(Stored data entries)
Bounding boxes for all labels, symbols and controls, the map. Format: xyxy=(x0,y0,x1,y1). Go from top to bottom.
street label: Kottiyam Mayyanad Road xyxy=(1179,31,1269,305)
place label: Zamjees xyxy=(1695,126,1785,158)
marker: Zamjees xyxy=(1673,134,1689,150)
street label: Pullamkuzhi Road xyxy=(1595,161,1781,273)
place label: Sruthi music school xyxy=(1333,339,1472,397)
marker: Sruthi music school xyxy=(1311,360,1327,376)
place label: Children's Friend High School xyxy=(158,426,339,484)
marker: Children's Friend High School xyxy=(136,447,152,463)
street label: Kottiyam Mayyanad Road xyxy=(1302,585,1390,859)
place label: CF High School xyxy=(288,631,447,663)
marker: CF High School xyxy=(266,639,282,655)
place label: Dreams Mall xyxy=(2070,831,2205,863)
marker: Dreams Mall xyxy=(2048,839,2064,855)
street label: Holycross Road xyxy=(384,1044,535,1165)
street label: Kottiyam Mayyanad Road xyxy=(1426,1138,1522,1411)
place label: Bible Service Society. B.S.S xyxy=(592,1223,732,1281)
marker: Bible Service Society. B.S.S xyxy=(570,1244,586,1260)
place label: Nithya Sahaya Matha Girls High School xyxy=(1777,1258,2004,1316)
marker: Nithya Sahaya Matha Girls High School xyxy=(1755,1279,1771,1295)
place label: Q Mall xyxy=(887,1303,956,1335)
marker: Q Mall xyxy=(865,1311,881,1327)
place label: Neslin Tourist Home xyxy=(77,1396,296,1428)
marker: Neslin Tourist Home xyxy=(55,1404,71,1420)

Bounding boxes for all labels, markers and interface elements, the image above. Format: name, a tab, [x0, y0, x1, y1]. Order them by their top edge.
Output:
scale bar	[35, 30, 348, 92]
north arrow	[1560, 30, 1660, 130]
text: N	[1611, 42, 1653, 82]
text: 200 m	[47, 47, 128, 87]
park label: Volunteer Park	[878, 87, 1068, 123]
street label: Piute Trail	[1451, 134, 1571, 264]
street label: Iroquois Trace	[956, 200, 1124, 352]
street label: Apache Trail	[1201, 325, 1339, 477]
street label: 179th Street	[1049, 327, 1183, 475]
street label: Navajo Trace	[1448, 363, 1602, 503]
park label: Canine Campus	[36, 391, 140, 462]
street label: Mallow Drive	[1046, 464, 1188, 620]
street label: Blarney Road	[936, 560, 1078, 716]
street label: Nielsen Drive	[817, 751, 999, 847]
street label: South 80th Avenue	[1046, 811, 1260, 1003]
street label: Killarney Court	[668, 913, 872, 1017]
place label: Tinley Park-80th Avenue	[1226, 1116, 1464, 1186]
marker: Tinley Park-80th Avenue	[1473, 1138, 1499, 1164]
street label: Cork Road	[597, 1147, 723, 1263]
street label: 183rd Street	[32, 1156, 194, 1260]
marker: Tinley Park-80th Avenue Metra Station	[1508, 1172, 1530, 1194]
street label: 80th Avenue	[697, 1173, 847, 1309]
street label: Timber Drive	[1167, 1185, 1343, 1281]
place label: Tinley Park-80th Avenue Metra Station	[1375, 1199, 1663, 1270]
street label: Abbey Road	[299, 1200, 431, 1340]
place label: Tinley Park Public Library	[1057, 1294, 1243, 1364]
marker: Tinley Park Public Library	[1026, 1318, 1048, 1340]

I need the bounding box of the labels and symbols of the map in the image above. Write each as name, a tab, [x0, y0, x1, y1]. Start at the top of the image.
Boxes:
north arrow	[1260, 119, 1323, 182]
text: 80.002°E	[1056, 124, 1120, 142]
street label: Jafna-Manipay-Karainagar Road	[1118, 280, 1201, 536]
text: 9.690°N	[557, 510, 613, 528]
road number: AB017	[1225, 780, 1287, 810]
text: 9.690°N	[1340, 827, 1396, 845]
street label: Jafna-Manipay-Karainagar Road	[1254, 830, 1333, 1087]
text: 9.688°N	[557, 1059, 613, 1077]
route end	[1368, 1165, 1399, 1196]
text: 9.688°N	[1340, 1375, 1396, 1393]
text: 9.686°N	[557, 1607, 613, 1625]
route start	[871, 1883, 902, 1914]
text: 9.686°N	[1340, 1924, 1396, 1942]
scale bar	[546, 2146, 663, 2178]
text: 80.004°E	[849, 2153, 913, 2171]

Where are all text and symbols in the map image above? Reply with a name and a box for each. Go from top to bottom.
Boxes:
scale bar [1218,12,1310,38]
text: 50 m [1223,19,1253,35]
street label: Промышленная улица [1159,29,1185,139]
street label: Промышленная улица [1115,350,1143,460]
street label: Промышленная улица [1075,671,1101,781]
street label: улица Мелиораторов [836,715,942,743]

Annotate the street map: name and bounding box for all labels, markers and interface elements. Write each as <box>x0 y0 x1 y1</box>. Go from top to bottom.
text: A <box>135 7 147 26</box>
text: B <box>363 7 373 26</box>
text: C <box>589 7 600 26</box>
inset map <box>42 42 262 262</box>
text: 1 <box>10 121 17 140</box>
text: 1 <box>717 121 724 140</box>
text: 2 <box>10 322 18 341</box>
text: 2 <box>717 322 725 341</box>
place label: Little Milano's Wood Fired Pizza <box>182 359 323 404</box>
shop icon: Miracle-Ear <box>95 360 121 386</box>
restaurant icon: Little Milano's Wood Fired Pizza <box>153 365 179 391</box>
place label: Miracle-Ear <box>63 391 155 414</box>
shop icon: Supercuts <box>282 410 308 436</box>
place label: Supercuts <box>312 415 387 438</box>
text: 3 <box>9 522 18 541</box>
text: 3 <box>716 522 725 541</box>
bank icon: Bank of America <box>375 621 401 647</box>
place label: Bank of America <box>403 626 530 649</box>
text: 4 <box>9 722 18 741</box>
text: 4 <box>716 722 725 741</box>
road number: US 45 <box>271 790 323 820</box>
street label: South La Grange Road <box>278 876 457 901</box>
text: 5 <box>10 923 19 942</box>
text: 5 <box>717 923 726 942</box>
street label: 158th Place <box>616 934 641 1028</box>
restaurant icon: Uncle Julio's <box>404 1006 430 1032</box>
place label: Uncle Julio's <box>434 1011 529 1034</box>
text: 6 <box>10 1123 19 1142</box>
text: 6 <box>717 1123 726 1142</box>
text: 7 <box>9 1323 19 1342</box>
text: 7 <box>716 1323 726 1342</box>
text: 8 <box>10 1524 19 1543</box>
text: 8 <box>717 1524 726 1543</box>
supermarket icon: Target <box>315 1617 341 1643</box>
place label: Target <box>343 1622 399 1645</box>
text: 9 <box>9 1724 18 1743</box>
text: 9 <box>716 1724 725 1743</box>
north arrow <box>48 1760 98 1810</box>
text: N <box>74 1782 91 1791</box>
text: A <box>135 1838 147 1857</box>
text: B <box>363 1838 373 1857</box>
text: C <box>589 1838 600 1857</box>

* _Exercise requirements_: How many lines in these entries contain the string "route"? State the number and nothing more.

* _Answer section_: 2